Ten, perhaps even five, years ago would we really have believed we would be going into pubs drinking from "bowl" glasses or, indeed, thick hexagonal glasses?

But Steve dismisses the suggestion that consumers have been won over by speciality beers, stressing that a huge number of pubs are not equipped from a dispense perspective to cope with speciality beers - and are missing out as a result.

"The battle has not been won at all," he says. "My personal view is that Hoegaarden and Leffe are still 'innovation' because so few people out there have had the opportunity to enjoy the full experience with these two beers. What an opportunity for beer if, five years from now, you could see speciality beer well presented and well kept in as many outlets as you see a stout. That's the something that will make people reappraise beer."

However, he hopes in the short term that brands such as Leffe, through bottles and branded glassware, will be able to make an impact on those pubs that are technically not yet up to the mark.

Image problems

And what of Stella? The performance of the "reassuringly expensive" brand must be a concern for InBev. Smaller competitors like Heineken are eating into its market share, and the brand may be experiencing certain "image problems".

However, Steve says he is puzzled by the talk of Stella being a brand under pressure.

"This is a really strange one. I will accept that when a brand with all of the imagery that Stella Artois has becomes broader in distribution you have to work hard on your equity, and that consumers can potentially reappraise it.

"In the off-trade we had a 20 per cent premium over standard lager - which is greater than the premium we have in the on-trade. You can argue with what is said mathematically, but that doesn't change the perception and the stories."

Talking of challenges, Steve arrived back in the UK business last October, after heading up the InBev business in Holland, just as InBev UK president Colin Pedrick had introduced Project Neptune, a cost-cutting and efficiency drive across the business.
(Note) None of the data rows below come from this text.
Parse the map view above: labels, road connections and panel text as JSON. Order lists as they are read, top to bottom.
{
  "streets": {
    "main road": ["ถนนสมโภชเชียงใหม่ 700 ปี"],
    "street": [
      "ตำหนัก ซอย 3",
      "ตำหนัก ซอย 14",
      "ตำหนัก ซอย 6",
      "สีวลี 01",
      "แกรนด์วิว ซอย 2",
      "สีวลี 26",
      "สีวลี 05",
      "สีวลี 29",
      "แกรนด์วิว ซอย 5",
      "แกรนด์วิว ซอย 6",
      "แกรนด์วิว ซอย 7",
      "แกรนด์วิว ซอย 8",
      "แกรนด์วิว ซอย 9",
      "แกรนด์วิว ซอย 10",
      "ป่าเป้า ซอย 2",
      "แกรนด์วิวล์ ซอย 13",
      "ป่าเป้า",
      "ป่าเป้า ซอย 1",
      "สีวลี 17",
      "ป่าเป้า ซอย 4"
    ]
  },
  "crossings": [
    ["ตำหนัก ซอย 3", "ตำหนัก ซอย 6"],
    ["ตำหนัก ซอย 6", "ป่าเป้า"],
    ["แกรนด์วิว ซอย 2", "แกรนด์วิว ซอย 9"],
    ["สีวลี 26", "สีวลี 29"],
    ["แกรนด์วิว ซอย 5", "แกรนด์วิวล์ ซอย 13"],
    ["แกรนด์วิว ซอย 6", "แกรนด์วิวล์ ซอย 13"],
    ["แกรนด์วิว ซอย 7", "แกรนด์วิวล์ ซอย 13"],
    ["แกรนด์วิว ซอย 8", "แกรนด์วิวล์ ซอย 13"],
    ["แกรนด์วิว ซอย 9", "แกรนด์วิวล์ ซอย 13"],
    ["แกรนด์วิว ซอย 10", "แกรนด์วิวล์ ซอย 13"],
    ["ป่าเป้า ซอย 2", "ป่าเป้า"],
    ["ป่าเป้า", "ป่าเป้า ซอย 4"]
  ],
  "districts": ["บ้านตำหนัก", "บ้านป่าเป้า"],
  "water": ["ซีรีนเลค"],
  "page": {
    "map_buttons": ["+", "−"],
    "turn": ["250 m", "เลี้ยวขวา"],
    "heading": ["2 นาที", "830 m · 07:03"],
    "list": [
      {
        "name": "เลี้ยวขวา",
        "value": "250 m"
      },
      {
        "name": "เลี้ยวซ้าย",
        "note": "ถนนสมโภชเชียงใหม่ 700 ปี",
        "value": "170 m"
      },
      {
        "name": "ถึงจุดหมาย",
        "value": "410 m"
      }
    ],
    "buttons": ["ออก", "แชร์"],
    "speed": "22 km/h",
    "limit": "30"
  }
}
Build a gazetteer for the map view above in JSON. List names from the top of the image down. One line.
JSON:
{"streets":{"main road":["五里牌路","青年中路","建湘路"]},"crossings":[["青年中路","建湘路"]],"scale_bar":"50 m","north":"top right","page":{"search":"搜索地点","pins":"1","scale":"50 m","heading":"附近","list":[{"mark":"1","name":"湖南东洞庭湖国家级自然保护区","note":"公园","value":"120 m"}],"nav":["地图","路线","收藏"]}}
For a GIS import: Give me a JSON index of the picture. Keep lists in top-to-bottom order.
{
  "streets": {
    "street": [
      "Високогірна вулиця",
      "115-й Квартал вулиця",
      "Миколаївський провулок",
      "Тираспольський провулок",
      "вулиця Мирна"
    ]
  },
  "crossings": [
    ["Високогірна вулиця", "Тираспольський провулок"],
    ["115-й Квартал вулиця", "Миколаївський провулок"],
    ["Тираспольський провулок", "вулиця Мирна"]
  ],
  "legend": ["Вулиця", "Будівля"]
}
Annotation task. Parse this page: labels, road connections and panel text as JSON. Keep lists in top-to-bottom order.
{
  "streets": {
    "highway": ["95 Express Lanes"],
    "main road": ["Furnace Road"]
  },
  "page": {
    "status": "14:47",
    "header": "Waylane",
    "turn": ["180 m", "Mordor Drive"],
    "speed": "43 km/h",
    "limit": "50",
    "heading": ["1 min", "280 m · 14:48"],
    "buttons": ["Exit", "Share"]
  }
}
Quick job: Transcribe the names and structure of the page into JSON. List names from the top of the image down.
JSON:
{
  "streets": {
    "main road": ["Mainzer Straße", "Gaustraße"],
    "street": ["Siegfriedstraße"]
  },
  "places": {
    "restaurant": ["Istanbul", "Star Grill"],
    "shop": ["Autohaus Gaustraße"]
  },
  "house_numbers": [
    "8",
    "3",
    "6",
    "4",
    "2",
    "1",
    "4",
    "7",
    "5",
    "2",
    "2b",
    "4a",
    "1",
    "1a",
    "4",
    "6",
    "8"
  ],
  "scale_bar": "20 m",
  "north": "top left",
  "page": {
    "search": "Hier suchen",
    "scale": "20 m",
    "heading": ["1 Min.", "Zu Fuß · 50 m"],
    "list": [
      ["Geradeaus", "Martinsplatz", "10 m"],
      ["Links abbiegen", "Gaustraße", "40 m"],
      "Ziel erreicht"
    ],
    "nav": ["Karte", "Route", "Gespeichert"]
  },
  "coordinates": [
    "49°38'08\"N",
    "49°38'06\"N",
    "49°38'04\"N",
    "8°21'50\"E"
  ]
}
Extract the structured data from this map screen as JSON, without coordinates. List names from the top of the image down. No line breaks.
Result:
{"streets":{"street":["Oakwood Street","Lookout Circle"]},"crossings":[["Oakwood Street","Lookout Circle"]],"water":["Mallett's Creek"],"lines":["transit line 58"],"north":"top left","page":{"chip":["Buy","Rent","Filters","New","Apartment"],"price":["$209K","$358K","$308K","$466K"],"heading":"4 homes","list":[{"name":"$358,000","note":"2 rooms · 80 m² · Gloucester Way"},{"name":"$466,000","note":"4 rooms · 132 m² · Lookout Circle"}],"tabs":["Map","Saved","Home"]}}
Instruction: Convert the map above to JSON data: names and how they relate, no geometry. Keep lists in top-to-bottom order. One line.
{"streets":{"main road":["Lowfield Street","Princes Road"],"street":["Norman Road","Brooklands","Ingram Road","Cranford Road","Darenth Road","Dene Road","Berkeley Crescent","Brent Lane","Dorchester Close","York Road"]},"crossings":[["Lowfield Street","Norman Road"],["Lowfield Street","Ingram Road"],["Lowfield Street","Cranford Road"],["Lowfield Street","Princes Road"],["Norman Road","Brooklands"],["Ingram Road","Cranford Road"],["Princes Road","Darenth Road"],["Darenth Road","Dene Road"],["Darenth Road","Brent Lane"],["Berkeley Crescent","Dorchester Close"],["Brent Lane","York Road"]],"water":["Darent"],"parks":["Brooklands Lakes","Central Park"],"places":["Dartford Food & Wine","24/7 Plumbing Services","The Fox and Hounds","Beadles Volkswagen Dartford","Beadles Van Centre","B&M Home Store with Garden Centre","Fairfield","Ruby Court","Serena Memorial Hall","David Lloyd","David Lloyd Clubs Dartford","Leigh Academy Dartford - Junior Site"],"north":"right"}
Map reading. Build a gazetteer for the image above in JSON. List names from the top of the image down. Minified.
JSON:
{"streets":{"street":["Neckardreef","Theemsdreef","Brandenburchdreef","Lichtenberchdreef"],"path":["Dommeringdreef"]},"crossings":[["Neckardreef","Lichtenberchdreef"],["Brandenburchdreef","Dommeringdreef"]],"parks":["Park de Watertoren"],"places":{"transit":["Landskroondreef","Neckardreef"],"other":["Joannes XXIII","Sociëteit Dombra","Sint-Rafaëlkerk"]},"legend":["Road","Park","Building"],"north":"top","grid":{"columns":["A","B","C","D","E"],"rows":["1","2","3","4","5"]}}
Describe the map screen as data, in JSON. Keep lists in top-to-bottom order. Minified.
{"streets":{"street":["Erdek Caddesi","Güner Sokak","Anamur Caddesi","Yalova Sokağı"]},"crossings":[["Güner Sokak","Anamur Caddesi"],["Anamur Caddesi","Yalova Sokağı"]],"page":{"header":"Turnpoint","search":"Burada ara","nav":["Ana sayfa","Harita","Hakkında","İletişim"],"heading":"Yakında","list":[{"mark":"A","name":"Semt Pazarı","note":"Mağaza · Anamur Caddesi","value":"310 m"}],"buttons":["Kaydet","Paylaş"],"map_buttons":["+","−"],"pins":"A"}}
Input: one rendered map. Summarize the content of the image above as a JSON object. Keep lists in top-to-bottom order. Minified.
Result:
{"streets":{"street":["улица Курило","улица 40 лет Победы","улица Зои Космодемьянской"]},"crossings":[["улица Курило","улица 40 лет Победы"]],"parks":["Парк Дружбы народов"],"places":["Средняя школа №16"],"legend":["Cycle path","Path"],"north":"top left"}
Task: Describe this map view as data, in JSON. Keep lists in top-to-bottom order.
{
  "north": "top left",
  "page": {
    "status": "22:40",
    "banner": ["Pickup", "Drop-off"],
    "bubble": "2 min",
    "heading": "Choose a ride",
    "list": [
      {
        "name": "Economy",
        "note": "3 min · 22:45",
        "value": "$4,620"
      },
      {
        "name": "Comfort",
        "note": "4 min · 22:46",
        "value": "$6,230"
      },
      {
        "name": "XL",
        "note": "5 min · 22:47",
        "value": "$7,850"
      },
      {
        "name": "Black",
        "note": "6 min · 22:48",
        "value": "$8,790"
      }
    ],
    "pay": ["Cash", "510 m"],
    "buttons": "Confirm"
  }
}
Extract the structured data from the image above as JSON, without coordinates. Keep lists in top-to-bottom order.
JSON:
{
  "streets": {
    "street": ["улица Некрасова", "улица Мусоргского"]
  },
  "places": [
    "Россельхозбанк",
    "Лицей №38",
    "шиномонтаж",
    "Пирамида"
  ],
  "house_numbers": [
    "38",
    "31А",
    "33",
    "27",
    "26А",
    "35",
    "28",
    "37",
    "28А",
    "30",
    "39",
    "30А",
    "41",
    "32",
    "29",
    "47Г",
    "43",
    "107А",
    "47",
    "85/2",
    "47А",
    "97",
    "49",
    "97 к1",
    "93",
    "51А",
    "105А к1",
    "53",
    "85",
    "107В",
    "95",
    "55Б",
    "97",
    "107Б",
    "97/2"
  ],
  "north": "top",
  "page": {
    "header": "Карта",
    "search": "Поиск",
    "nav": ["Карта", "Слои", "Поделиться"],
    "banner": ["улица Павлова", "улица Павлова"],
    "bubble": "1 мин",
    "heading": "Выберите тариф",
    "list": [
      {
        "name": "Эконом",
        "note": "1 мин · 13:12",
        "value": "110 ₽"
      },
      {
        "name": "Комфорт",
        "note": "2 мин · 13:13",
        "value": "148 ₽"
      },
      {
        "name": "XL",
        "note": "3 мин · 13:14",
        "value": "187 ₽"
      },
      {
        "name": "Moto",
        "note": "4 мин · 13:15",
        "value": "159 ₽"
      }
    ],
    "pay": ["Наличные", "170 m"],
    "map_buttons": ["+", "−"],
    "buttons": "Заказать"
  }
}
Was he not concerned at re-entering a business where a swathe was being cut through the company's cost base?

"The two key words with InBev are diversity and discipline. If you are disciplined and save costs then you can reinvest that into the diversity part of your business model. That is what motivates me. I couldn't get excited in the morning if my job was all about cost," he says.

"The InBev model is about growth; about growing beer, about driving innovation of beer and bringing new brands to market. But to get the investment to drive the sort of agenda where we can do that you have got to rigorously control your costs."

Nothing but positive

The InBev model is, one assumes, a relatively new concept. It has now been 18 months since the merger of Interbrew and AmBev to form InBev, and Steve insists the integration has been nothing but a positive experience.

"It is interesting and exciting to be able to merge two cultures of thinking together. There was no one better at cost than AmBev and there was probably no one more interested in the consumer and diversity than Interbrew. It is fantastic to make a company that you would never have been on your own. It is a challenging but really exciting place to be."

The corporate structure of the new-look business has led to suggestions that it is AmBev, not Interbrew, that has become the senior partner in this merger, with AmBev personnel taking the big positions of authority. One need only look at the replacement of InBev chief executive and former Interbrew man John Brock by former Ambev chief executive Carlos Brito to see this.

Steve is unimpressed by this point. "You can't do a tick box analysis of who is sitting in what seat - the world doesn't work like that."

It seems that the harsh end of Neptune has been undertaken - although the ramifications have yet to be revealed - as InBev has suddenly busied itself again with brand innovation.

Not only has the market seen the launch of Bock and extra cold options for Castlemaine XXXX and Boddington's, but there has been the surprising sight of the unveiling of a four per cent draught form of Beck's - Beck's Vier.